Adam Clayton Powell Jr. (November 29, 1908 – April 4, 1972) was a Baptist pastor and an American politician, who represented Harlem, New York City, in the United States House of Representatives (1945–71). He was the first person of African-American descent to be elected from New York to Congress. Oscar Stanton De Priest of Illinois was the first black person to be elected to Congress in the 20th century; Powell was the fourth.

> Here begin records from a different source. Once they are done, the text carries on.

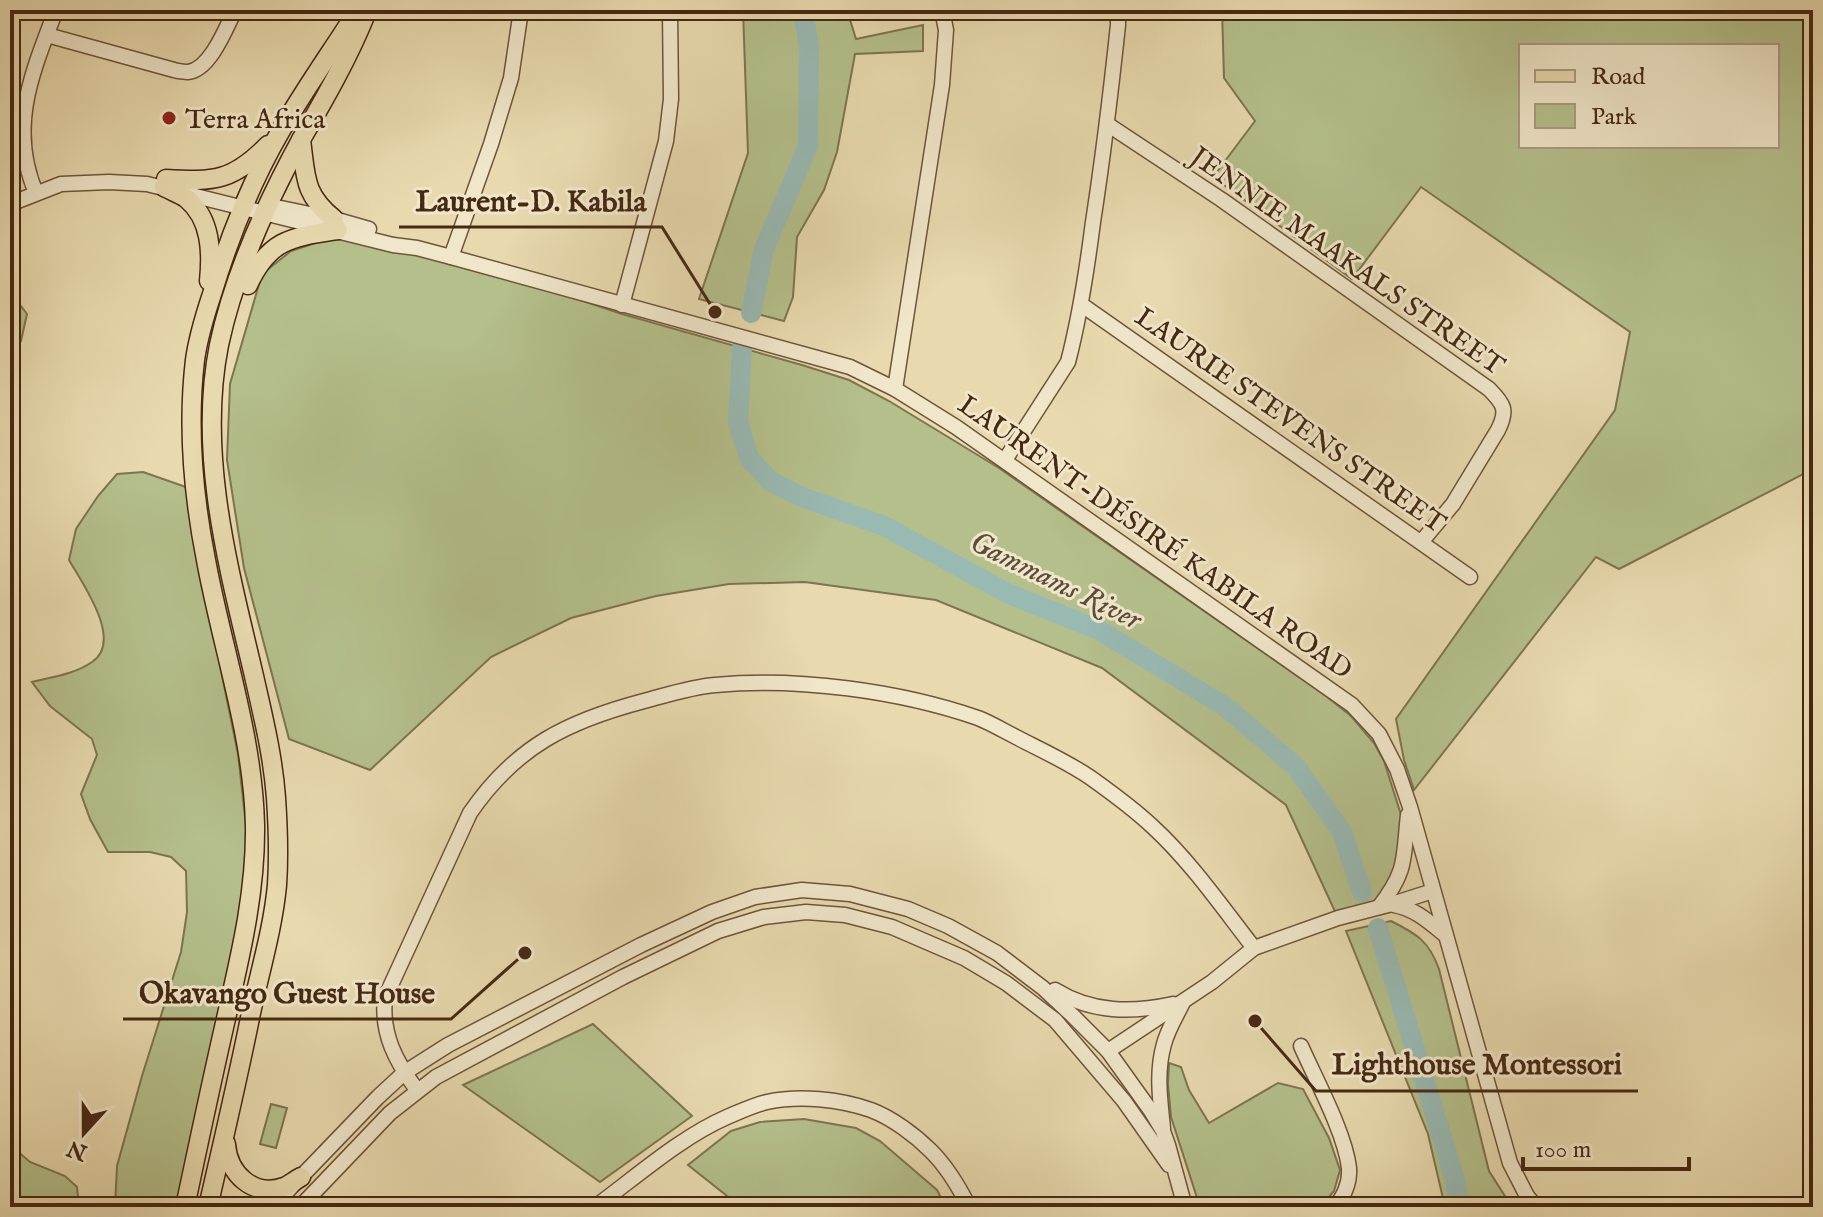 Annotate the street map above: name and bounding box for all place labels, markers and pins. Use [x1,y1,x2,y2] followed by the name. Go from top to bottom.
[185,103,326,138] place label: Terra Africa
[160,109,178,127] marker: Terra Africa
[399,173,662,227] callout: Laurent-D. Kabila
[123,965,451,1019] callout: Okavango Guest House
[1316,1037,1638,1091] callout: Lighthouse Montessori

Re-elected for nearly three decades, Powell became a powerful national politician of the Democratic Party, and served as a national spokesman on civil rights and social issues. He also urged United States presidents to support emerging nations in Africa and Asia as they gained independence after colonialism. In 1961, after 16 years in the House, Powell became chairman of the Education and Labor Committee, the most powerful position held by an African American in Congress. As Chairman, he supported the passage of important social and civil rights legislation under presidents John F. Kennedy and Lyndon B. Johnson. Following allegations of corruption, in 1967 Powell was excluded from his seat by Democratic
Representatives-elect of the 90th Congress, but he was re-elected and regained the seat in the 1969 United States Supreme Court ruling in Powell v. McCormack. He lost his seat in 1970 to Charles Rangel and retired from electoral politics. Powell was born in 1908 in New Haven, Connecticut, the second child and only son of Adam Clayton Powell Sr. and Mattie Buster Shaffer, both born poor in Virginia and West Virginia, respectively. His sister Blanche was 10 years older. His parents were of mixed race with African and European ancestry (and, according to his father, American Indian on his mother’s side). (In his autobiography “Adam By Adam,” Powell states specifically that his mother was of German descent.) They and their ancestors were classified as mulatto in 19th-century censuses. Powell’s paternal grandmother’s ancestors had been free persons of color for generations before the Civil War. By 1908, Powell Sr. had become a prominent Baptist minister, serving as a pastor in Philadelphia, and being called as the lead pastor at a Baptist church.